Bir köşe yazımla daha sizlerle birlikteyim. Bu yazıda bizlere en çok sorulan bir soruya değinmek istiyorum. Gerek dışarıdan, gerekse bize gelirken danışanların aklını kurcalayan “Biz şimdi ne anlatacağız? Seanslarda ne konuşulur ki?” sorusunu biraz açıklamak istiyorum.

Esasında işin özü şu: Biz psikologlar, sorunların çözümünde sadece yol gösterici bir rol oynamaktayız. Sorunun çözümü, çoğu zaman tarafsız ve farklı bir bakış açısıyla bakmak oluyor. Bu bakış açısıyla belirlediğimiz yol, çözüm alternatifleri içerisinde birlikte gideceğimiz yola ışık tutmak olarak tanımlanabilir. Bu, bazen “yansıtma” dediğimiz yani danışanın içselleştirdiği durumun tam tersi olan dışarıdan tarafsız bakış yöntemleri sunmak, bazen de birlikte alternatif çözüm yolları aramak şeklinde olmaktadır.
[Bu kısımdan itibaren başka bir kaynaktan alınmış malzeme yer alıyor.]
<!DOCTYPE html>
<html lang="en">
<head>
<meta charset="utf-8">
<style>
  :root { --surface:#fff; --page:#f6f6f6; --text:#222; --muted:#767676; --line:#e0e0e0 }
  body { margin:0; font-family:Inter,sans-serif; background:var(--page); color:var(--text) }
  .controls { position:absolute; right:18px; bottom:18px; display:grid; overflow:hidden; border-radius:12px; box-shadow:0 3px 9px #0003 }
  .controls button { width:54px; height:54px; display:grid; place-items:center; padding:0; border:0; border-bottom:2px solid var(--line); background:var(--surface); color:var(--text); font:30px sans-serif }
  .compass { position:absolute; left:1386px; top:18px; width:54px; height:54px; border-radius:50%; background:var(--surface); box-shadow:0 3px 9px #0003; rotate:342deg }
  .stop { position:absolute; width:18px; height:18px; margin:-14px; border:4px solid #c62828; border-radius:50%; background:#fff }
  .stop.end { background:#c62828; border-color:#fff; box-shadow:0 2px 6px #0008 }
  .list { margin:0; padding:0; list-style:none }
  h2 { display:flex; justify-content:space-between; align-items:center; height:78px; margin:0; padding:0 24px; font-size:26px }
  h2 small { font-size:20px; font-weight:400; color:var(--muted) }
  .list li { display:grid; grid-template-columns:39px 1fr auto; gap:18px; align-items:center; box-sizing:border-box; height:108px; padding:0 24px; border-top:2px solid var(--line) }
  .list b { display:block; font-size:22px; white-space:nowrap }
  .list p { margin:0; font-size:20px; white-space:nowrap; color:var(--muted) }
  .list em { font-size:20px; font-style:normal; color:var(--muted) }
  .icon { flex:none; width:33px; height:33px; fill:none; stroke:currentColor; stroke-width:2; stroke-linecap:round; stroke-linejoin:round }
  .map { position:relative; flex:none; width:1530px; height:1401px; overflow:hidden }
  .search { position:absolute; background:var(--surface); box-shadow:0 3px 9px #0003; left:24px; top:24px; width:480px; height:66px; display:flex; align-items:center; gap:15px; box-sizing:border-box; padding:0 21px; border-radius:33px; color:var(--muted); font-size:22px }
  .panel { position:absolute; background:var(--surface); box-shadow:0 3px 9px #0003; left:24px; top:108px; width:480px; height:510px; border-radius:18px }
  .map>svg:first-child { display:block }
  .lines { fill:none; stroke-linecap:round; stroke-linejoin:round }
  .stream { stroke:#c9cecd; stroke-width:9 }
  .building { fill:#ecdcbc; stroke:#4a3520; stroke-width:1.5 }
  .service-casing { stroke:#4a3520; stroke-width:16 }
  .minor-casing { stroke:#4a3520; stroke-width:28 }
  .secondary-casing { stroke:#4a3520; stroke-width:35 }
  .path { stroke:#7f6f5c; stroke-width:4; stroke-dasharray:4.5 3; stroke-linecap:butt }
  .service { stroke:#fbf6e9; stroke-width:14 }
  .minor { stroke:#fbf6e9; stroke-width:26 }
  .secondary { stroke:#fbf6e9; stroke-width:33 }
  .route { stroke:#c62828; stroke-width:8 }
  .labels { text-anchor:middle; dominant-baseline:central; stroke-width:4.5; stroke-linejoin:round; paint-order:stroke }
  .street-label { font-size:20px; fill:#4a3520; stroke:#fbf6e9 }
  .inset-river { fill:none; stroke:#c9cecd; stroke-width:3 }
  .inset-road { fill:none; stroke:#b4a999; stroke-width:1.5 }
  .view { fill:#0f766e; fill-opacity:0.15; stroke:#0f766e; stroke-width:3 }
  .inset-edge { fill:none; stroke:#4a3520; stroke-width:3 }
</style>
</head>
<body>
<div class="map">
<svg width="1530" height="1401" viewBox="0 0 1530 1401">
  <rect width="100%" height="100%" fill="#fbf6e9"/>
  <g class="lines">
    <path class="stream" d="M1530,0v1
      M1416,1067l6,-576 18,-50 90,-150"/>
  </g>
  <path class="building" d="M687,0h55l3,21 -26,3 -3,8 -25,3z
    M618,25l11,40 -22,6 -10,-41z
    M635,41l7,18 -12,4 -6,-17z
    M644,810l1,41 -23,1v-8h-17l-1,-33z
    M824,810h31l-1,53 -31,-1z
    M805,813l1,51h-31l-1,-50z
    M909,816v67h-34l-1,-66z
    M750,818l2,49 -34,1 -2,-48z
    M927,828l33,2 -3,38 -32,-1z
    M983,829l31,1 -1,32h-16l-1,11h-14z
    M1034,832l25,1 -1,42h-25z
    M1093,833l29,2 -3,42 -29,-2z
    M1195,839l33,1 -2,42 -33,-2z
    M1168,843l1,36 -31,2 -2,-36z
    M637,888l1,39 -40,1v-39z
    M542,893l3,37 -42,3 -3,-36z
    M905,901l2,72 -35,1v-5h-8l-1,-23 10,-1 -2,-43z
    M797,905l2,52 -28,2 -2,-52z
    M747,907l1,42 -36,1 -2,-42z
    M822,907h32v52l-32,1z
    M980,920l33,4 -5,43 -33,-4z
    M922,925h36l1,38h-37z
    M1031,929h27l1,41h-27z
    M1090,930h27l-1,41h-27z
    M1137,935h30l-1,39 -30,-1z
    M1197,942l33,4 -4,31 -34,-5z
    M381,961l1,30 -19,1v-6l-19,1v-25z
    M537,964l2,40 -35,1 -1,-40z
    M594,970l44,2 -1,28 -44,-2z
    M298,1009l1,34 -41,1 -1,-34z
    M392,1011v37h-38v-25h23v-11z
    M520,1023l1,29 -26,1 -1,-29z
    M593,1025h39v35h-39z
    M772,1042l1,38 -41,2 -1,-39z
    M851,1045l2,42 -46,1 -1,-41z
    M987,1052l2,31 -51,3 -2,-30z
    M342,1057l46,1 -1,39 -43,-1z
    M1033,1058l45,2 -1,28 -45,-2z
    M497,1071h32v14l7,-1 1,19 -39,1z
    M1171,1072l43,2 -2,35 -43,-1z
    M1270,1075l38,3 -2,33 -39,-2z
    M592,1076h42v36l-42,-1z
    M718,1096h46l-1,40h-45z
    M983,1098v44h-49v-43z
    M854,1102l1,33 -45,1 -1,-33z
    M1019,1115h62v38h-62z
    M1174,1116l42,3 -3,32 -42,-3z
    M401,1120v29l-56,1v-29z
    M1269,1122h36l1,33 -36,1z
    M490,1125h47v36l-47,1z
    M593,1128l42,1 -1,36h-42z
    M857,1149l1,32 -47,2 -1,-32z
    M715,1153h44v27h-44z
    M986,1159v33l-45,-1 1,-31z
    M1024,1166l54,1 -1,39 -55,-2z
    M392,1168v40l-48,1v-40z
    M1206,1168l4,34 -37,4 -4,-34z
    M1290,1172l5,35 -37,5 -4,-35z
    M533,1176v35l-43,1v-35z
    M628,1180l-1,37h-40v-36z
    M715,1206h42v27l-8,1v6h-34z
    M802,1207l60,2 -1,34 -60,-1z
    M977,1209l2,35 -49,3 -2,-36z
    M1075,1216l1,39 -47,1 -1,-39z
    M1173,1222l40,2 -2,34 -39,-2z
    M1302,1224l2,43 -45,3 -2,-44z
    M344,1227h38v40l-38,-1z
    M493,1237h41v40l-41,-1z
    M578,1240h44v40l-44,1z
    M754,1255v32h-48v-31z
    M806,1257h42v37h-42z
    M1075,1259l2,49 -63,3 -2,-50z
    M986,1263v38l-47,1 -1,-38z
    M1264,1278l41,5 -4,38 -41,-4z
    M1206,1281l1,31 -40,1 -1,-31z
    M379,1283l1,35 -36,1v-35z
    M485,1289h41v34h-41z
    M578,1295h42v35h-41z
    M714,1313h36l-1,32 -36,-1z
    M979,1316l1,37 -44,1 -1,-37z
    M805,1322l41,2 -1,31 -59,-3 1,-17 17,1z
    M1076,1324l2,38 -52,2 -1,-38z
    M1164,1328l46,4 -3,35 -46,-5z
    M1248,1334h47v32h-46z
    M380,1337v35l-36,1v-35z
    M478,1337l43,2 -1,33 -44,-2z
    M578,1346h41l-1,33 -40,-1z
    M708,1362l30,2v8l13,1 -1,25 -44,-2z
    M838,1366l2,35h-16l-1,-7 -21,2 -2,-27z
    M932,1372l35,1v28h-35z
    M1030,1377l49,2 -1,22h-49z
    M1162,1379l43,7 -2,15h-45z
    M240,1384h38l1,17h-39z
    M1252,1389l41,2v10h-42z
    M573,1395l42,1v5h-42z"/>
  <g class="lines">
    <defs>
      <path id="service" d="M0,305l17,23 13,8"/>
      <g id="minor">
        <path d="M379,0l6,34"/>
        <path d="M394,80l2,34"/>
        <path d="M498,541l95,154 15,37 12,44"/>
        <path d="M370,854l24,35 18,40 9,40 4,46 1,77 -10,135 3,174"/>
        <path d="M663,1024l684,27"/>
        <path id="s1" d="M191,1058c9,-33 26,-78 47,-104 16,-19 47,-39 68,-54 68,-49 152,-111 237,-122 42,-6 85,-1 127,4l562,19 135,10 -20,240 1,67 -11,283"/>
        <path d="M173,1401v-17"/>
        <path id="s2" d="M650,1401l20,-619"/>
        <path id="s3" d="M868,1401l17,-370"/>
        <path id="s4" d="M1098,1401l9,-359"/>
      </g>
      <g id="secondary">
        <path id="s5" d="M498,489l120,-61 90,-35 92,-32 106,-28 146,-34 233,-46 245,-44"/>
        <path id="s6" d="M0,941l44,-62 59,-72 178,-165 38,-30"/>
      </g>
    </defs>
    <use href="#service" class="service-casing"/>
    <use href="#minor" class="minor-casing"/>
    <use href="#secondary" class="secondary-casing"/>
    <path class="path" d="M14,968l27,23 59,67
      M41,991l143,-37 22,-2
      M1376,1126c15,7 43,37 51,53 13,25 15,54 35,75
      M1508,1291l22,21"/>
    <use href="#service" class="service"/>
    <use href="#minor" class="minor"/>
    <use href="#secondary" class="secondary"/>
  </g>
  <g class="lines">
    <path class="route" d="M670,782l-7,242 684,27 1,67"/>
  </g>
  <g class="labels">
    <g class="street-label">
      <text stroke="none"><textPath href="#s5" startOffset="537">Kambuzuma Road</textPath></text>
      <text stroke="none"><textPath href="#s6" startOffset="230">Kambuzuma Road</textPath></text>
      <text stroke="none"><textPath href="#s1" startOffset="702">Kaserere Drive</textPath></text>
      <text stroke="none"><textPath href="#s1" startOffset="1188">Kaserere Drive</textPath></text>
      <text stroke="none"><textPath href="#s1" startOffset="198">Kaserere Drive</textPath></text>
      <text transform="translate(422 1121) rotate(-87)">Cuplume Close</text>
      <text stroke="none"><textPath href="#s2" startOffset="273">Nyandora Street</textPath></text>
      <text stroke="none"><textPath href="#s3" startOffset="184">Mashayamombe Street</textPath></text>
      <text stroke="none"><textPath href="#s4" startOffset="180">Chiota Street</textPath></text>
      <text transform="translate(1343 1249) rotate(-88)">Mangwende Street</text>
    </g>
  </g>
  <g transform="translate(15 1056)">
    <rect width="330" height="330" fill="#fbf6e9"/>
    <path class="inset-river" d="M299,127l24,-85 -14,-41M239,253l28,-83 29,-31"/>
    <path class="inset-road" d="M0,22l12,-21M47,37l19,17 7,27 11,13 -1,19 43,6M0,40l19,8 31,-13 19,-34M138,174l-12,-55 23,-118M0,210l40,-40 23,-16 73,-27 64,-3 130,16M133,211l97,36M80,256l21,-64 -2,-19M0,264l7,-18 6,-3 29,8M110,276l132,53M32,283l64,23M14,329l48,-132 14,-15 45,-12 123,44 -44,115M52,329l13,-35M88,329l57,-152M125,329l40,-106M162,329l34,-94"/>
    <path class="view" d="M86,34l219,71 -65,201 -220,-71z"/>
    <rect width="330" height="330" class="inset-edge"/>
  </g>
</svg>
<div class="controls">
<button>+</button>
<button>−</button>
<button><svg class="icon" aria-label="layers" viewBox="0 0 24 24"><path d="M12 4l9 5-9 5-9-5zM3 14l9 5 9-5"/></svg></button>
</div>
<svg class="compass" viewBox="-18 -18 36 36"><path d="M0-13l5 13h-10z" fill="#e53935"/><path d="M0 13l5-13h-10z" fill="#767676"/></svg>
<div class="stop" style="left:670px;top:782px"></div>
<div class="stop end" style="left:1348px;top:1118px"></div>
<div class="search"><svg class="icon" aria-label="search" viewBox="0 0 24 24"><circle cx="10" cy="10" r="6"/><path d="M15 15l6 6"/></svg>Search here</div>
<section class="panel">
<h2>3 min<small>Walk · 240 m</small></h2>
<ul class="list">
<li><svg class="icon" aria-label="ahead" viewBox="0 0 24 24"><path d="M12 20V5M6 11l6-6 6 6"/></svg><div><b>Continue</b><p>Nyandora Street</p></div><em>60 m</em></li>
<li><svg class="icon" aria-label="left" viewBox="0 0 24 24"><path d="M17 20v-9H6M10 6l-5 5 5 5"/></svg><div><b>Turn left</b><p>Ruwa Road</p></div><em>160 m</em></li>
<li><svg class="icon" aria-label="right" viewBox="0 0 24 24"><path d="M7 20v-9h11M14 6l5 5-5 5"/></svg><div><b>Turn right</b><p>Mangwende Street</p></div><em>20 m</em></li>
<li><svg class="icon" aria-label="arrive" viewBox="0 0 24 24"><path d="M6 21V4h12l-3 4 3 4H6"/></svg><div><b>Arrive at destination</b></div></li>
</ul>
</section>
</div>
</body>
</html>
Şimdi akıllara şu soru gelebilir: Herkes terapiye gidebilir mi? Yani sorunları çözmek terapi seanslarına başlamakla mümkün mü? Bu tabii ki mümkün, ama buradaki en önemli etken danışanın sorunlarını kabul edip çözmek istemesi. Bu sorunlar geçmişe, hatta bazen çok eskiye dayanabiliyor. Kişi bazen bunu kendi hatası ya da değişmeyecek kaderinin bir parçası olarak görebiliyor. Çoğu zaman da sorunların etrafında şekillenen hayat biçimleri ya da geliştirilmiş davranışlar söz konusu olabiliyor.
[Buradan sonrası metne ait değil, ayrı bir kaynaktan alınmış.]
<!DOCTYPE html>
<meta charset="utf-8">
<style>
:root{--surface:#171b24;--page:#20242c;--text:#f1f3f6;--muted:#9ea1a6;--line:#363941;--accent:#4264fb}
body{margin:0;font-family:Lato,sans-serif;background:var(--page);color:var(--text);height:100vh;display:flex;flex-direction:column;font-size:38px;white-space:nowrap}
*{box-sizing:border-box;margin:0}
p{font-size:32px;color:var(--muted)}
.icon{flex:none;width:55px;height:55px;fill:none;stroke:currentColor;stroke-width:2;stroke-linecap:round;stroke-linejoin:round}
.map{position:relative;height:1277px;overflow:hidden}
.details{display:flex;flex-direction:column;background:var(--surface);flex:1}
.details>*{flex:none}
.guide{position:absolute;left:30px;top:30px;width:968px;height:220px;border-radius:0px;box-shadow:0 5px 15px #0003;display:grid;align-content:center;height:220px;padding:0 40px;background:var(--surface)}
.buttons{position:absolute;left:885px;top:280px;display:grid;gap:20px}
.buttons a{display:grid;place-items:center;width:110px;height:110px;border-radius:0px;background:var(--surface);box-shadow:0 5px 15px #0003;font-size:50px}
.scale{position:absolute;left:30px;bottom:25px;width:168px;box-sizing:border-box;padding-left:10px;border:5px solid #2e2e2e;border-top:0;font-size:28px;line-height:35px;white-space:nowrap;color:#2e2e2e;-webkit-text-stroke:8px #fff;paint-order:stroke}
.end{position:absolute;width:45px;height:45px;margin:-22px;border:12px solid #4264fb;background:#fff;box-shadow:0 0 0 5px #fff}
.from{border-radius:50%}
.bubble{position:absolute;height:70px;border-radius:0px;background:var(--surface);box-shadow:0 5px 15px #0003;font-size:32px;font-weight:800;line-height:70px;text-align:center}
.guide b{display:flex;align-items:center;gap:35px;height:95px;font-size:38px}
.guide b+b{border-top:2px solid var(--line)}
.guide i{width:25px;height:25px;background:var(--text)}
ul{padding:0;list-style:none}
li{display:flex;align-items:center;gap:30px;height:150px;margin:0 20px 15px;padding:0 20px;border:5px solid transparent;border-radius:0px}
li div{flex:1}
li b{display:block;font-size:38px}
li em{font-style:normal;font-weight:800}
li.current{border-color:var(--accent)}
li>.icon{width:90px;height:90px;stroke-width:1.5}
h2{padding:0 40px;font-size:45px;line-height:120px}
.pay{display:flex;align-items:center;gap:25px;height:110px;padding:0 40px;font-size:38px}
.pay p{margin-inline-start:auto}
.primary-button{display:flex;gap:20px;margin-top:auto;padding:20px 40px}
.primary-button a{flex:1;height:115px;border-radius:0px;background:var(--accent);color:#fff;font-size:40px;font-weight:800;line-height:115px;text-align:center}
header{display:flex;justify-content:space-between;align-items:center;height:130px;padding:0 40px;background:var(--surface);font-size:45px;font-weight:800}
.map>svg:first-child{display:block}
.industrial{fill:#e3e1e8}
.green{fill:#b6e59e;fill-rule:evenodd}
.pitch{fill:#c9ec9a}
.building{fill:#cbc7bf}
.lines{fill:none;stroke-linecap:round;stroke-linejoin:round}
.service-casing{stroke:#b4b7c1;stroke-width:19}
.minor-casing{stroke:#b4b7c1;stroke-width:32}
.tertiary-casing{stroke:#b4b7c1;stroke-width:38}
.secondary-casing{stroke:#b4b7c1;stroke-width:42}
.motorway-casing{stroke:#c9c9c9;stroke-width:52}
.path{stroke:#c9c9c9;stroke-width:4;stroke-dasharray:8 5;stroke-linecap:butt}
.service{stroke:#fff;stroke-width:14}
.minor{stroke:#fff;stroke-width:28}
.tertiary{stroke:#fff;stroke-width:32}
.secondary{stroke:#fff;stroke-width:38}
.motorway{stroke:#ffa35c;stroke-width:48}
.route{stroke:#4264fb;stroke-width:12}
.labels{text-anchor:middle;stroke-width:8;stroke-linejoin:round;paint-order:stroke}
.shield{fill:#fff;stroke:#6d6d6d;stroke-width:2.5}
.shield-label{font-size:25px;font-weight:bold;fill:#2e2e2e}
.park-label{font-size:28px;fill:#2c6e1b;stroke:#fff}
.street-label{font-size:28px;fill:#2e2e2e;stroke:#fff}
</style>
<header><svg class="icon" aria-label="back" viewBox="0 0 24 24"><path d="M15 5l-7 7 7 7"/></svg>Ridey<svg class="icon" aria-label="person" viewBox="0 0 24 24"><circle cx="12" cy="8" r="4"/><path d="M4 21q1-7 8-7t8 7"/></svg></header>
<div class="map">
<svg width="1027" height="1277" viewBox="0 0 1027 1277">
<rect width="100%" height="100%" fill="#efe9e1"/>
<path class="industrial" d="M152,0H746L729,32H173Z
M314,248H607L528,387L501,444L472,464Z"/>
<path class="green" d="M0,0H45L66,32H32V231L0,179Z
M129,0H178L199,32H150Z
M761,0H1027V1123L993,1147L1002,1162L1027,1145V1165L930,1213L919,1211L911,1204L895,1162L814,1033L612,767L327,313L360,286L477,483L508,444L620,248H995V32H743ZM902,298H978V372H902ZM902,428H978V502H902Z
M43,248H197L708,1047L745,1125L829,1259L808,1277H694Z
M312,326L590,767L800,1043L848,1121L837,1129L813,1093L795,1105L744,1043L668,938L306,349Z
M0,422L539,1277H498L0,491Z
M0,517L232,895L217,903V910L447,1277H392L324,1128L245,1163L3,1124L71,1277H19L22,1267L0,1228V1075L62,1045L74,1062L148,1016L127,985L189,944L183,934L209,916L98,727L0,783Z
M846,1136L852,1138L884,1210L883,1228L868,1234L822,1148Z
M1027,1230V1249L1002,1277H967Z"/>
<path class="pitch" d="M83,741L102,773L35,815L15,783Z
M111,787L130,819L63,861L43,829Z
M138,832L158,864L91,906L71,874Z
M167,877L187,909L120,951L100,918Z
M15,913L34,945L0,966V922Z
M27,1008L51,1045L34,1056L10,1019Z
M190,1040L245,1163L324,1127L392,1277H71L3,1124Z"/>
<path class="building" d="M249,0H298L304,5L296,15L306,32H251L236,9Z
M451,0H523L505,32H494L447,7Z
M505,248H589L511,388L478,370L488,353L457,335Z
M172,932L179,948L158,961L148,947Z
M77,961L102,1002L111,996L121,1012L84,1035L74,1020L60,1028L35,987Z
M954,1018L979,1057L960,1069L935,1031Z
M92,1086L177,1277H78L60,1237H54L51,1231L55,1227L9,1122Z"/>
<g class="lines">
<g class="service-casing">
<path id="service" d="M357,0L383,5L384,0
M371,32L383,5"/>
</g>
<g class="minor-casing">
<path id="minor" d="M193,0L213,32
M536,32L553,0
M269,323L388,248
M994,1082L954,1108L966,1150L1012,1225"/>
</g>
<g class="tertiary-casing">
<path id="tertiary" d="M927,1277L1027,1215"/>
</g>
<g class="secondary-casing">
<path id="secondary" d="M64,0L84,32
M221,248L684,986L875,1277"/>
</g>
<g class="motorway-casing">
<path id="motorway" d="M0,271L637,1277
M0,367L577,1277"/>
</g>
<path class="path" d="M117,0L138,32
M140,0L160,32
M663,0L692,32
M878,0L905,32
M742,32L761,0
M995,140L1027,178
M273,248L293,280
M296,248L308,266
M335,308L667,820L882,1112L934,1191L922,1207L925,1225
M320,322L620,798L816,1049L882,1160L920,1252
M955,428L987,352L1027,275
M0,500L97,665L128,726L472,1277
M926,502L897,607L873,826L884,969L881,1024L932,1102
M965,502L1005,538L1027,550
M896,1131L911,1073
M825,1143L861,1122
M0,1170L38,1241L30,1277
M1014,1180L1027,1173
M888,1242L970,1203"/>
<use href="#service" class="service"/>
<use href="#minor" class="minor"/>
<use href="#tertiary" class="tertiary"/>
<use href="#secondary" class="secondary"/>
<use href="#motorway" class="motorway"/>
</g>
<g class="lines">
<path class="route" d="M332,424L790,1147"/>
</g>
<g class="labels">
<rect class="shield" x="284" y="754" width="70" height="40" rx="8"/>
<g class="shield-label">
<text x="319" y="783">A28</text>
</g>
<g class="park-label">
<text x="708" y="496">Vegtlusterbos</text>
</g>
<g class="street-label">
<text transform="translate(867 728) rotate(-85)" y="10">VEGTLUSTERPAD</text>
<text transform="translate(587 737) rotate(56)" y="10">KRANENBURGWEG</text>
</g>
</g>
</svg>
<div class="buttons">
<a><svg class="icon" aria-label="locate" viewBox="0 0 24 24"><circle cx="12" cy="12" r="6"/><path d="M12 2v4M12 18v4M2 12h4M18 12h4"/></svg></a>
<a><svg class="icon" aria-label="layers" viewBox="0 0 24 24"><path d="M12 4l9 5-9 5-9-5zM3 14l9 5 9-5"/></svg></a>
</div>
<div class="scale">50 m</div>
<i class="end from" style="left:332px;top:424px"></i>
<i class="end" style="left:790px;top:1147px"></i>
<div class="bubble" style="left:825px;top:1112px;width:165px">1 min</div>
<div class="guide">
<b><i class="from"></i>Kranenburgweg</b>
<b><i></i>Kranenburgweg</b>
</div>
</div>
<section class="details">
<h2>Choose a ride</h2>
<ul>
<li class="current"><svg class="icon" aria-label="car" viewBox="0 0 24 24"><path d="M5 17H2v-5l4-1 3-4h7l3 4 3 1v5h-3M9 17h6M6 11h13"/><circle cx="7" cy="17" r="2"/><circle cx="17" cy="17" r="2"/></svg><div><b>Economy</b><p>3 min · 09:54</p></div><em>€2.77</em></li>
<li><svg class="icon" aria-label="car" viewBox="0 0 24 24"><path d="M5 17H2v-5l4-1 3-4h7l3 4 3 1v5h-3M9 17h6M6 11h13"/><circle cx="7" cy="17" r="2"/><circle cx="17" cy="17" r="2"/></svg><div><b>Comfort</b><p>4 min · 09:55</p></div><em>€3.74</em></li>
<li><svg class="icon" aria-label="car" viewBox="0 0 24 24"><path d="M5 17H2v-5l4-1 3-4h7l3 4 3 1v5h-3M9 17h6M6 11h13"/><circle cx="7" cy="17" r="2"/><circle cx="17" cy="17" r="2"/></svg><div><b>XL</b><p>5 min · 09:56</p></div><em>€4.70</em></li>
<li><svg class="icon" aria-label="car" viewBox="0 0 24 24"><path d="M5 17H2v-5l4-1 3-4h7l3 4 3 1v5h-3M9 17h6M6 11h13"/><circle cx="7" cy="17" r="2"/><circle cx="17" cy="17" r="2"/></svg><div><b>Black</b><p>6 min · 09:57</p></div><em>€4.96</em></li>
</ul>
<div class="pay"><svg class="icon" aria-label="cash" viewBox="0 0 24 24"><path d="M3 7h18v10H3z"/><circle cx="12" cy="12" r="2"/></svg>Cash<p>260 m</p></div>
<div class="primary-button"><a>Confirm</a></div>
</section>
Yaşam bu şekilde devam ettiğinde ise genelde ağır bir yük, bazen de içinden çıkılamayan sıkıntılar üst üste birikip daha büyük sorunlar yaratabiliyor. Kişi, geçmişe takılıp hep aynı sorunları ya da tepki olarak geliştirdiği hatalı davranışlarının pişmanlığını yaşarken, kendini çıkılmaz bir sarmal içinde bulabiliyor. O zaman hayat daha da zor gelmeye başlıyor ve bunun sonucunda yaşamdan tat almama, depresif haller gibi durumlar oluşabiliyor.

Bu gibi durumların sonucunda birçok olumsuz noktadan söz edebiliriz. Bunların içinde uyku sorunları, zararlı alışkanlıklar, madde kullanımı, sosyal anksiyete ve panik atak gibi yaşam kalitesini zorlayıcı birçok örnek verilebilir.

Şunu unutmamak lazım ki, taşınan bu ağırlıklar zamanla daha fazla yorgunluğa ve bıkkınlığa yol açmaktadır. Birçok fiziksel hastalığın başlangıcı ve oluşum nedeni de mutsuz bir yaşam döngüsü ve yaşama isteksizliğinden kaynaklanmaktadır.

Sağlıklı bir yaşam için sorunlarınızı paylaşmaktan ve profesyonel destek almaktan çekinmeyin.